Re Ronald Maxwell Heneker and Comcare [2008] AATA 1088 was an application for review of a decision made by Comcare rejecting a claim for compensation. The Tribunal's decision is specifically in relation to the threshold issue as to whether Mr Heneker's claim can be considered in circumstances where it is out of time.

Background

Mr Heneker was an employee of the Commonwealth Railways (the Railways), where he worked as a fitter between 1951 and 1959. Mr Heneker was subsequently employed by the Railways between 1975 and 1980. After an increased difficulty with his hearing over a number of years, Mr Heneker first had his hearing formally tested in 1993, which demonstrated a hearing loss of 40.2%.

The Claim

On 8 November 2005, Mr Heneker first completed and lodged a claim for compensation for bilateral sensorineural hearing loss, which he attributed to exposure to rivet gun noise in the course of his employment with the Railways between 1951 and 1959.

Mr Heneker's claim was rejected by a delegate of Comcare on the basis of a lack of evidence and the failure to give notice of injury as soon as practicable.

At the outset, the Tribunal considered which legislation was applicable.
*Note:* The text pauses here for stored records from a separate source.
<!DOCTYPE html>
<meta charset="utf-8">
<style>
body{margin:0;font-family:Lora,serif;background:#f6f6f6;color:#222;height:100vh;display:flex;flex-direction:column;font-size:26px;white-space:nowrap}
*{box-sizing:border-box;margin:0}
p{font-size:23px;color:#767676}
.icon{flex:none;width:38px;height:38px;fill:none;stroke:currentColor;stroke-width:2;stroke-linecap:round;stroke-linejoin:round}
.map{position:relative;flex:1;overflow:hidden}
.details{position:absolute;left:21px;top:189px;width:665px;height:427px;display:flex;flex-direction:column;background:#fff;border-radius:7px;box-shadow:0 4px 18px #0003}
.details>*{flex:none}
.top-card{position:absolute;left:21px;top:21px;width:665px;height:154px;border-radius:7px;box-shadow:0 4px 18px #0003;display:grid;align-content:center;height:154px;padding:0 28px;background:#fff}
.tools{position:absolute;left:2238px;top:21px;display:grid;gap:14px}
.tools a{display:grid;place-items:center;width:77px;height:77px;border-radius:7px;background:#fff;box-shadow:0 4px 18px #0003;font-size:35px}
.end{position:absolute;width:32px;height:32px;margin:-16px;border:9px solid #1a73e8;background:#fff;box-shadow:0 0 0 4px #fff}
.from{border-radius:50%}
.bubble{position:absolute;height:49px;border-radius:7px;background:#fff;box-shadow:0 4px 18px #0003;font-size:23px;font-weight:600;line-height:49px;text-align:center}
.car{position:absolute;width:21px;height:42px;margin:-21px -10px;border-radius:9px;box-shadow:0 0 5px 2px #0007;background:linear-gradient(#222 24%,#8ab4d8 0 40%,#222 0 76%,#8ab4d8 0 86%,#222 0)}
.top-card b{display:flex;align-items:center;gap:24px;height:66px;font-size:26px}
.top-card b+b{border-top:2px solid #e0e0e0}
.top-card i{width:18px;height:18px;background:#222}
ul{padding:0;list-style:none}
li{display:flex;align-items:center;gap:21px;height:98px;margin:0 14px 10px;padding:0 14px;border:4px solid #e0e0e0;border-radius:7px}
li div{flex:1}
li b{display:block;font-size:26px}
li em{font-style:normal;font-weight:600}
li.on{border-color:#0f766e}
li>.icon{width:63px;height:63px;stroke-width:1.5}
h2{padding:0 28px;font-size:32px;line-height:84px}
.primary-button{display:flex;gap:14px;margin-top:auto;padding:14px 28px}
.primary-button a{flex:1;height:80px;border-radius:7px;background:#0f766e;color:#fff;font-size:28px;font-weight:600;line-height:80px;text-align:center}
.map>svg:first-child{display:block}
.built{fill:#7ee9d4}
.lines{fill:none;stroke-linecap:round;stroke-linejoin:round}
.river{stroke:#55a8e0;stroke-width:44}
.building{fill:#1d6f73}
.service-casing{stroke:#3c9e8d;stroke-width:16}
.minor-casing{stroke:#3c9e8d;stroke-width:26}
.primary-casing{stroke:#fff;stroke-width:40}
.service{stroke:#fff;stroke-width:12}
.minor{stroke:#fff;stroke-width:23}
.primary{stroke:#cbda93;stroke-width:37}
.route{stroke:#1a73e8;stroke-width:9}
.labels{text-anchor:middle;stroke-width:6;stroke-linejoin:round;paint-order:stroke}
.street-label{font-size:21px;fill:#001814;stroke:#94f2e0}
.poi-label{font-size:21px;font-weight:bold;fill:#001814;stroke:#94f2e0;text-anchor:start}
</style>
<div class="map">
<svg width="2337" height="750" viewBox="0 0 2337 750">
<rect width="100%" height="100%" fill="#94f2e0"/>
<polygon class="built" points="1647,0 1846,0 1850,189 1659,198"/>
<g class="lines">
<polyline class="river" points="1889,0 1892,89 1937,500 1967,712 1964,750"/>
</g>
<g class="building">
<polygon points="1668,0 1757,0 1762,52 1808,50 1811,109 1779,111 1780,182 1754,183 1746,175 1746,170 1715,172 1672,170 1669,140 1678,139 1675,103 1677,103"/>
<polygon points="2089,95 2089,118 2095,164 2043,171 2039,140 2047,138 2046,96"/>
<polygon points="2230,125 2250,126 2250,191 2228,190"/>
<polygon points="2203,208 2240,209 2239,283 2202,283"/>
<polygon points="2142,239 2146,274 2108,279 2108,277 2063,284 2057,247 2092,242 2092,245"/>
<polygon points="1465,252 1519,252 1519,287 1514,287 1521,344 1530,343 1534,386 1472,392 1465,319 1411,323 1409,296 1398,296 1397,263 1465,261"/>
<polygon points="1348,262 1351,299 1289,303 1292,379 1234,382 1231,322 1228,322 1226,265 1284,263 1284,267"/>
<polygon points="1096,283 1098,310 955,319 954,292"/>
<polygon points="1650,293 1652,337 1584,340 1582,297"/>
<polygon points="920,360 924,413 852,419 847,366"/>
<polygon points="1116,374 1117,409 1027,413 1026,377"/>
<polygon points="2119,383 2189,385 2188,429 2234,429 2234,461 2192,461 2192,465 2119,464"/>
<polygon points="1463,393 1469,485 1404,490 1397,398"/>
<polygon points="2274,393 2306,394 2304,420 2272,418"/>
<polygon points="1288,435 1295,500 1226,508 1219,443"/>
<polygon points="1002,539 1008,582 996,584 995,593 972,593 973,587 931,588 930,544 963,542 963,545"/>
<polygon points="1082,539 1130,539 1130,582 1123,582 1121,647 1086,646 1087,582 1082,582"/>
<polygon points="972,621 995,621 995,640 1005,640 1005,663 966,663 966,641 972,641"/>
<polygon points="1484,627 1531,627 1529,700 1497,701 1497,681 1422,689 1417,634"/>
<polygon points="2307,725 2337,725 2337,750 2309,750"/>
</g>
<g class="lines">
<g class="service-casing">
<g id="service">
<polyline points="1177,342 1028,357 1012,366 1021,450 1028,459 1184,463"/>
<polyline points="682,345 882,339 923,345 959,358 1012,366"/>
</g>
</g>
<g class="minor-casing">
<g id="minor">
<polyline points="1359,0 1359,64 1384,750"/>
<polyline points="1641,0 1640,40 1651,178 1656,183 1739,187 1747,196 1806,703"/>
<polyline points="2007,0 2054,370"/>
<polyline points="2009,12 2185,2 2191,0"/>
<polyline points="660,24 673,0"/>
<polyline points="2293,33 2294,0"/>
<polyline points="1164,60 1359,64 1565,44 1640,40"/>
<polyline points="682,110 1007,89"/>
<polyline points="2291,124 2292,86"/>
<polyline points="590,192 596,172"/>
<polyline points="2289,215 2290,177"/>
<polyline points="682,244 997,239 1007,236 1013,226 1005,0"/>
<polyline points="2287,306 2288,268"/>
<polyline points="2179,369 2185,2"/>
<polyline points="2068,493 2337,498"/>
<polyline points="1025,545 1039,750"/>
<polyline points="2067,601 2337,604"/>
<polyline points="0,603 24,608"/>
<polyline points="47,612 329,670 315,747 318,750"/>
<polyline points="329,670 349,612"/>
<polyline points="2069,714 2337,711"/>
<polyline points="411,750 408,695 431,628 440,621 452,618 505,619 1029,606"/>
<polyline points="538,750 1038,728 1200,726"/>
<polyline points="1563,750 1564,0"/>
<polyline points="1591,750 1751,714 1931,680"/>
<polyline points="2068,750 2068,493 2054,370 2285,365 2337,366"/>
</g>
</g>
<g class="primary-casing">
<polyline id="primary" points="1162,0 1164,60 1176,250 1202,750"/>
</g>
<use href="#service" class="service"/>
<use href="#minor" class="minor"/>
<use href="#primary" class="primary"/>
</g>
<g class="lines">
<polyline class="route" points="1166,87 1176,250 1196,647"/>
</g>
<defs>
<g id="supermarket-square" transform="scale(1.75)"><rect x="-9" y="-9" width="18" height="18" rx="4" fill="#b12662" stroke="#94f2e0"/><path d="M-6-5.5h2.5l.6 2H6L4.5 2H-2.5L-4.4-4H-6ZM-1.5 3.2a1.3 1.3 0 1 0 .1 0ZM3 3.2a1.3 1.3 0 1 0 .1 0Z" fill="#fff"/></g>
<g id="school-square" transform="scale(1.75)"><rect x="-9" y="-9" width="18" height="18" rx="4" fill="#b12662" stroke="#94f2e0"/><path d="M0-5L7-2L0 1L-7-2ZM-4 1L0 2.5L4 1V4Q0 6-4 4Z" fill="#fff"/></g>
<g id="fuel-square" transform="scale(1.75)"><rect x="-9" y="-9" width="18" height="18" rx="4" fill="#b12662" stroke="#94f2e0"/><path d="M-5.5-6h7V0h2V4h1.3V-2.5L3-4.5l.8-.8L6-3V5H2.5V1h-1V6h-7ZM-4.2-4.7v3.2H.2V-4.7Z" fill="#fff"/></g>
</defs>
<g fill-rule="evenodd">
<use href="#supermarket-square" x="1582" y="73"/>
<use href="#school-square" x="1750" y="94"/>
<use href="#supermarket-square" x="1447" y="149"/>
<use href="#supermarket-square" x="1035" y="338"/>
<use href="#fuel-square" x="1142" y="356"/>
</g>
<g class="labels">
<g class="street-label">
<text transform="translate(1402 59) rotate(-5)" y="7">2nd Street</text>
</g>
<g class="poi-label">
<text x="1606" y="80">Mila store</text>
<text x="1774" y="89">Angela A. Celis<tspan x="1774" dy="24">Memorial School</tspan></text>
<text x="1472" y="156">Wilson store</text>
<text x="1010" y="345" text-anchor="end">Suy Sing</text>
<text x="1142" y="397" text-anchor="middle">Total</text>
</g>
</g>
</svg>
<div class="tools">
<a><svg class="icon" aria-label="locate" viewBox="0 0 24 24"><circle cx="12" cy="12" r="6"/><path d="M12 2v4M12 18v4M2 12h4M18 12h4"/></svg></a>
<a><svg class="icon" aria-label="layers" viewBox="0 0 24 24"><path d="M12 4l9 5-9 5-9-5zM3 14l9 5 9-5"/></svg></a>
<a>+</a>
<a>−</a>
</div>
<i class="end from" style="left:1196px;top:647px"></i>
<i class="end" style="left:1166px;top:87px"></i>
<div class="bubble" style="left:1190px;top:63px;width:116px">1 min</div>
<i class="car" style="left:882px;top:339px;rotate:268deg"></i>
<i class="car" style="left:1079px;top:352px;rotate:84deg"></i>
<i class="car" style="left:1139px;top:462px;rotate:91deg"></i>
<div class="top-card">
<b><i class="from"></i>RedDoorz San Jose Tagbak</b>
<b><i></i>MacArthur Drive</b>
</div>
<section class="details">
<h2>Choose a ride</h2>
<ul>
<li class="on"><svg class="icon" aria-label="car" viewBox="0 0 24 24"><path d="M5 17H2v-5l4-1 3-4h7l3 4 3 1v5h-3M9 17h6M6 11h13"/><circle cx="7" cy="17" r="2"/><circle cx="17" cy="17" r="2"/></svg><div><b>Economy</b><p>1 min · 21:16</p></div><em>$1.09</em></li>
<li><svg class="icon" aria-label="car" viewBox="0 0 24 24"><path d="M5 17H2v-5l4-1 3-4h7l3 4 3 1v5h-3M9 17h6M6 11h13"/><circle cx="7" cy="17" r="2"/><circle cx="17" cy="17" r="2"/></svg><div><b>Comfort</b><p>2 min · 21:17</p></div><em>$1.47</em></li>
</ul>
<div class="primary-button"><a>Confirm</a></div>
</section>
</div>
Relying on the analogous case of Re Tralongo and Military Rehabilitation and Compensation Commission [2004] AATA 1242, the Tribunal found that Mr Heneker's hearing loss, allegedly resulting from an exposure to ongoing repetitive noise, was an 'injury' so as to invoke the operation of the Commonwealth Employees' Compensation Act 1930 (the 1930 Act).

Section 16(1) of the 1930 Act relevantly states that a claim for compensation shall not be admitted unless notice of the injury was served as soon as practicable and the claim for compensation is made within six months from the occurrence of the injury. However, a claim can be considered, notwithstanding the notice and claim being out of time, if the defect or inaccuracy in the notice does not prejudice the Commonwealth, or if the defect or inaccuracy was occasioned by mistake or other reasonable cause, and, if the failure to make claim within the specified period was occasioned by mistake or reasonable cause.

There was no dispute that Mr Heneker did not serve notice of the injury or make a claim within the requisite time period.

The Tribunal 'S Decision

In Re Ronald Maxwell Heneker and Comcare [2008] AATA 1088, the Administrative Appeals Tribunal considered:

  • Whether the Respondent was prejudiced by the defect or inaccuracy in the notice of injury such to prevent a claim for compensation in accordance with section 16 of the 1930 Act.
  • Whether the defect or inaccuracy in the notice and the failure to make a claim within the prescribed period was occasioned by mistake or other reasonable cause.

Given the lack of contemporaneous records, the Tribunal accepted that Comcare was prejudiced by the delay in the notice of the injury.

On the remaining issues, the Tribunal reviewed the authorities, namely Re Willis and Australian Telecommunications Commission and the Commonwealth of Australia (1989) 19 ALD 665; Murray v Baxter (1914) 18 and CLR 622, and found that the relevant period for assessing mistake or reasonable cause was the 1950s when the loss would have first occurred, if the medical evidence that the hearing loss would have become permanent after exposure for one year was accepted.

The Tribunal also cited Telstra Corporation v Roycroft (1997) 47 ALD 671 and accepted that ignorance of a requirement of law or a mistake about its content can constitute a mistake. On that basis, the Tribunal found that Mr Heneker's failure to give notice and to make a claim was caused by two mistakes. Firstly, he had not realised the seriousness of the hearing loss until recently. In so finding, the Tribunal noted that hearing loss is a condition that a person may not appreciate the seriousness of when it first occurs. Secondly, Mr Heneker believed that he could not make a claim because he was no longer employed with the Railways. Although it was unnecessary to do so, the Tribunal further found that these mistakes also amounted to a reasonable cause for failing to given notice of the injury or failing to make the claim within time.

Accordingly, the Tribunal concluded that Mr Heneker's claim fell within the ameliorating provision in section 16 of the 1930 Act, thus allowing his claim for compensation to be considered.